**Your goal**.
Please transcribe exactly, and only, the lines of the data below between the line holding "7l-1-3M5 7V3M7 7l1-3M15" and the line holding "M922,22L928,28V79L916,83L915,81L872,100L852,75L881,52H902V37Z", inclusive.

**Supplied material**.
■ ■ ■

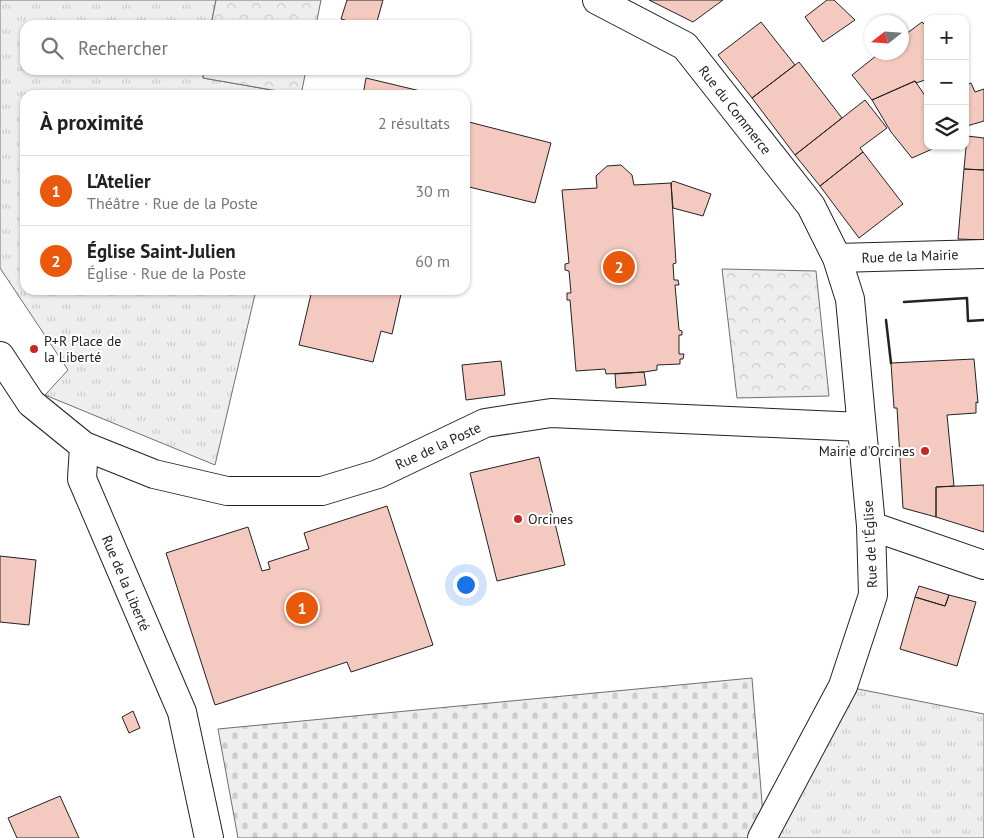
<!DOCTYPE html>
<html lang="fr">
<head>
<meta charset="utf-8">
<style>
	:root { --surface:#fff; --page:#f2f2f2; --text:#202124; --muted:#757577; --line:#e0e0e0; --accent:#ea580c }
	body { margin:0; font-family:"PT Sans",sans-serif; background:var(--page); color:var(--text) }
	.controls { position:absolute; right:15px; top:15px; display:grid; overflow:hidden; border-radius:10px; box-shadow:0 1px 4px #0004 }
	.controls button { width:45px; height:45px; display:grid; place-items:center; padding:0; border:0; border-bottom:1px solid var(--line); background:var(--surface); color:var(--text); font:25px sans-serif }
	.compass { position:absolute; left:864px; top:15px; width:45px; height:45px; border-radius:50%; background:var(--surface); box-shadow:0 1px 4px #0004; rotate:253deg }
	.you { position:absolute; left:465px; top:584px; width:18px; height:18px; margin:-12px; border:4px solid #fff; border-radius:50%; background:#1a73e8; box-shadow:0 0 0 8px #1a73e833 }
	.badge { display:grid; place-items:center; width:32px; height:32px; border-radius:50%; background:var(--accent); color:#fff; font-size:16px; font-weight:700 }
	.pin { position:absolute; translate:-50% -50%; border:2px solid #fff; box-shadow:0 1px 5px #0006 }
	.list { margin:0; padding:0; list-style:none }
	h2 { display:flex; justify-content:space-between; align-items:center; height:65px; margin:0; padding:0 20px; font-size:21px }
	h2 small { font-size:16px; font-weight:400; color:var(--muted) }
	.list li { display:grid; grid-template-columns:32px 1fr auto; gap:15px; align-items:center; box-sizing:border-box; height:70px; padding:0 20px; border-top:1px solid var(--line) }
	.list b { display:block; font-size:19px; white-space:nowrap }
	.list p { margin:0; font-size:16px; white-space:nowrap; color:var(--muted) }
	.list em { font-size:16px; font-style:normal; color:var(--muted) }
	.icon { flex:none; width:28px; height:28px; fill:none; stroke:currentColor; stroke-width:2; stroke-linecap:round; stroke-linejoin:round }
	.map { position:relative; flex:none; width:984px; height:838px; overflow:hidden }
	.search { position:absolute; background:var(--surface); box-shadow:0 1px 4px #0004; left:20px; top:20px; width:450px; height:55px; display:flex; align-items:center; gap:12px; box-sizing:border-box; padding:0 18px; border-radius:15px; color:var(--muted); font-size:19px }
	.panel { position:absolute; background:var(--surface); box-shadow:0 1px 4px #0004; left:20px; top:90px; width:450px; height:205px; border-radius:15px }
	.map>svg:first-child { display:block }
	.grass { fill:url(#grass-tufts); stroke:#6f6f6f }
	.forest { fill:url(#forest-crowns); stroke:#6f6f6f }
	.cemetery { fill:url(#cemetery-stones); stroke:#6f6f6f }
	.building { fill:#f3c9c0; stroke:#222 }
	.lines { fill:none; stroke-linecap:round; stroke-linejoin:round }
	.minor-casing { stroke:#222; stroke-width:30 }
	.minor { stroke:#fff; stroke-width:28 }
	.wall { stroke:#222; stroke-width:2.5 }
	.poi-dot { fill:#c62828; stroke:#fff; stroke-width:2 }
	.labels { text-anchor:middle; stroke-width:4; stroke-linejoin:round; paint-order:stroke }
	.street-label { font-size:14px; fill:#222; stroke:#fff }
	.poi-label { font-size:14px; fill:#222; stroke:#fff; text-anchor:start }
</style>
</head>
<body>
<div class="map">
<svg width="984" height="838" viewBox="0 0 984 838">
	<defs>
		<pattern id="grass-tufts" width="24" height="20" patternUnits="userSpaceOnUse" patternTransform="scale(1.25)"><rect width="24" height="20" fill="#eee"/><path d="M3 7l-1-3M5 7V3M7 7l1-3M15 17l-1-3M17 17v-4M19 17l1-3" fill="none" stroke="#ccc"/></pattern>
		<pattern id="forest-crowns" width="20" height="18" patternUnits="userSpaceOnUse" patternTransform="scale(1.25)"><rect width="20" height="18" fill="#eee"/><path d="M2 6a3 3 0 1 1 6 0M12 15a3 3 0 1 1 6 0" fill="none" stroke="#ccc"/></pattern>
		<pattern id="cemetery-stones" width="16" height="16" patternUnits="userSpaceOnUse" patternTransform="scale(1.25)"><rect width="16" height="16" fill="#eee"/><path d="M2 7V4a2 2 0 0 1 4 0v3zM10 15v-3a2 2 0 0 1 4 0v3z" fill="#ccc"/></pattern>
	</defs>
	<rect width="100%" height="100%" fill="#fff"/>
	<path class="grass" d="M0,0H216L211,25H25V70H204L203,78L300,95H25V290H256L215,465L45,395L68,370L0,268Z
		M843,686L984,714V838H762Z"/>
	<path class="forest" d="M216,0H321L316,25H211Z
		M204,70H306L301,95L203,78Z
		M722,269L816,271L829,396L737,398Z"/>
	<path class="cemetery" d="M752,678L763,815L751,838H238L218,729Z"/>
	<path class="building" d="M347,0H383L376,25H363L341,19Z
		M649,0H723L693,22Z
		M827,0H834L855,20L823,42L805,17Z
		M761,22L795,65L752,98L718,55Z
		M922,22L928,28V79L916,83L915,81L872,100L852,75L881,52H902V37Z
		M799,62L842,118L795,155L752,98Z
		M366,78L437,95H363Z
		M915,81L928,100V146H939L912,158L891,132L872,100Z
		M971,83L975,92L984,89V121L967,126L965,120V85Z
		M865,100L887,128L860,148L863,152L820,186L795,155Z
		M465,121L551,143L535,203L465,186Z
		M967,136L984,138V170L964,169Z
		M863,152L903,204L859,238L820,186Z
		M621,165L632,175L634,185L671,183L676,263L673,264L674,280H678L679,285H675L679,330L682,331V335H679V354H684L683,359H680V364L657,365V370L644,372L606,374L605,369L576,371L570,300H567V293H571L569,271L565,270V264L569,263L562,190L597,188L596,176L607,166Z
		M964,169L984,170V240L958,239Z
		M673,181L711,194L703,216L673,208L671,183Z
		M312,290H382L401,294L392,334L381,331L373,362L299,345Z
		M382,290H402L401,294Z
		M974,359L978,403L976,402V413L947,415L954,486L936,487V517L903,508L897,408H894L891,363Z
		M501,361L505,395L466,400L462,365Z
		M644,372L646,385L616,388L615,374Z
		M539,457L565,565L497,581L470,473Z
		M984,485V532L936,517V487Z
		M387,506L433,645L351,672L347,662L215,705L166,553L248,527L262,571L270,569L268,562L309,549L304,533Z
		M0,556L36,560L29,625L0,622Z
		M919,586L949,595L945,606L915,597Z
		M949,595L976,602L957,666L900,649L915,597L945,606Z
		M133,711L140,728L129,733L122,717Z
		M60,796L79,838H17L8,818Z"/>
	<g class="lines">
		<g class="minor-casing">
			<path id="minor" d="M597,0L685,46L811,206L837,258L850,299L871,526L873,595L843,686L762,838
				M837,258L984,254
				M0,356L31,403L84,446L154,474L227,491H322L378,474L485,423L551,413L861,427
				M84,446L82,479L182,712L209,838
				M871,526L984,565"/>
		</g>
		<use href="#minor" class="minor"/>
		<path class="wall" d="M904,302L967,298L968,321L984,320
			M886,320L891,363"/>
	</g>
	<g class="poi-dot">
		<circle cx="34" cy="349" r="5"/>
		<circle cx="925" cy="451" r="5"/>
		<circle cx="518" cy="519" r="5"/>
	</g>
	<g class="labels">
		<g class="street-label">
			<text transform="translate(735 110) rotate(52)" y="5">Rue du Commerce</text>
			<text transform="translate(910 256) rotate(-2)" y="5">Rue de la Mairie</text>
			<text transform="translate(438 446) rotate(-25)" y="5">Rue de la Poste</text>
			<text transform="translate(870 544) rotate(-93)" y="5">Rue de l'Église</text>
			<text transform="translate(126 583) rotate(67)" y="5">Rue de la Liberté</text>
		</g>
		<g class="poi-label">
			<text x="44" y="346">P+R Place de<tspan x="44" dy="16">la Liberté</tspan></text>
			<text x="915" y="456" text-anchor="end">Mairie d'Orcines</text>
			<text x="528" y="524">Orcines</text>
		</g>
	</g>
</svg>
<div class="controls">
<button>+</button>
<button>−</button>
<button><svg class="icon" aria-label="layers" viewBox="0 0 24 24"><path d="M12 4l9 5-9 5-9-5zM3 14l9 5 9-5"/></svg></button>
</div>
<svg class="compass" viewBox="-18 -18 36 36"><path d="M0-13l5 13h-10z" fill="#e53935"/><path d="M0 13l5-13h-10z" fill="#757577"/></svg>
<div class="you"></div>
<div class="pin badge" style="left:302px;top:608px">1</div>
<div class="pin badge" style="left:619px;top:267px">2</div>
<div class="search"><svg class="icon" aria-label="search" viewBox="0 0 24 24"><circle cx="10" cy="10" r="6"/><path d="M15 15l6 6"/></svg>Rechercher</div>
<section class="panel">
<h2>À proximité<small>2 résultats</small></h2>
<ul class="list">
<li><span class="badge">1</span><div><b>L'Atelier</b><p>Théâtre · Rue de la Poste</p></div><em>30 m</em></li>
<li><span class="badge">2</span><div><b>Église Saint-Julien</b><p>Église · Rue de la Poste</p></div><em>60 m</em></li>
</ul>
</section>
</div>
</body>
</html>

■ ■ ■

**Answer to this problem**.
		<pattern id="grass-tufts" width="24" height="20" patternUnits="userSpaceOnUse" patternTransform="scale(1.25)"><rect width="24" height="20" fill="#eee"/><path d="M3 7l-1-3M5 7V3M7 7l1-3M15 17l-1-3M17 17v-4M19 17l1-3" fill="none" stroke="#ccc"/></pattern>
		<pattern id="forest-crowns" width="20" height="18" patternUnits="userSpaceOnUse" patternTransform="scale(1.25)"><rect width="20" height="18" fill="#eee"/><path d="M2 6a3 3 0 1 1 6 0M12 15a3 3 0 1 1 6 0" fill="none" stroke="#ccc"/></pattern>
		<pattern id="cemetery-stones" width="16" height="16" patternUnits="userSpaceOnUse" patternTransform="scale(1.25)"><rect width="16" height="16" fill="#eee"/><path d="M2 7V4a2 2 0 0 1 4 0v3zM10 15v-3a2 2 0 0 1 4 0v3z" fill="#ccc"/></pattern>
	</defs>
	<rect width="100%" height="100%" fill="#fff"/>
	<path class="grass" d="M0,0H216L211,25H25V70H204L203,78L300,95H25V290H256L215,465L45,395L68,370L0,268Z
		M843,686L984,714V838H762Z"/>
	<path class="forest" d="M216,0H321L316,25H211Z
		M204,70H306L301,95L203,78Z
		M722,269L816,271L829,396L737,398Z"/>
	<path class="cemetery" d="M752,678L763,815L751,838H238L218,729Z"/>
	<path class="building" d="M347,0H383L376,25H363L341,19Z
		M649,0H723L693,22Z
		M827,0H834L855,20L823,42L805,17Z
		M761,22L795,65L752,98L718,55Z
		M922,22L928,28V79L916,83L915,81L872,100L852,75L881,52H902V37Z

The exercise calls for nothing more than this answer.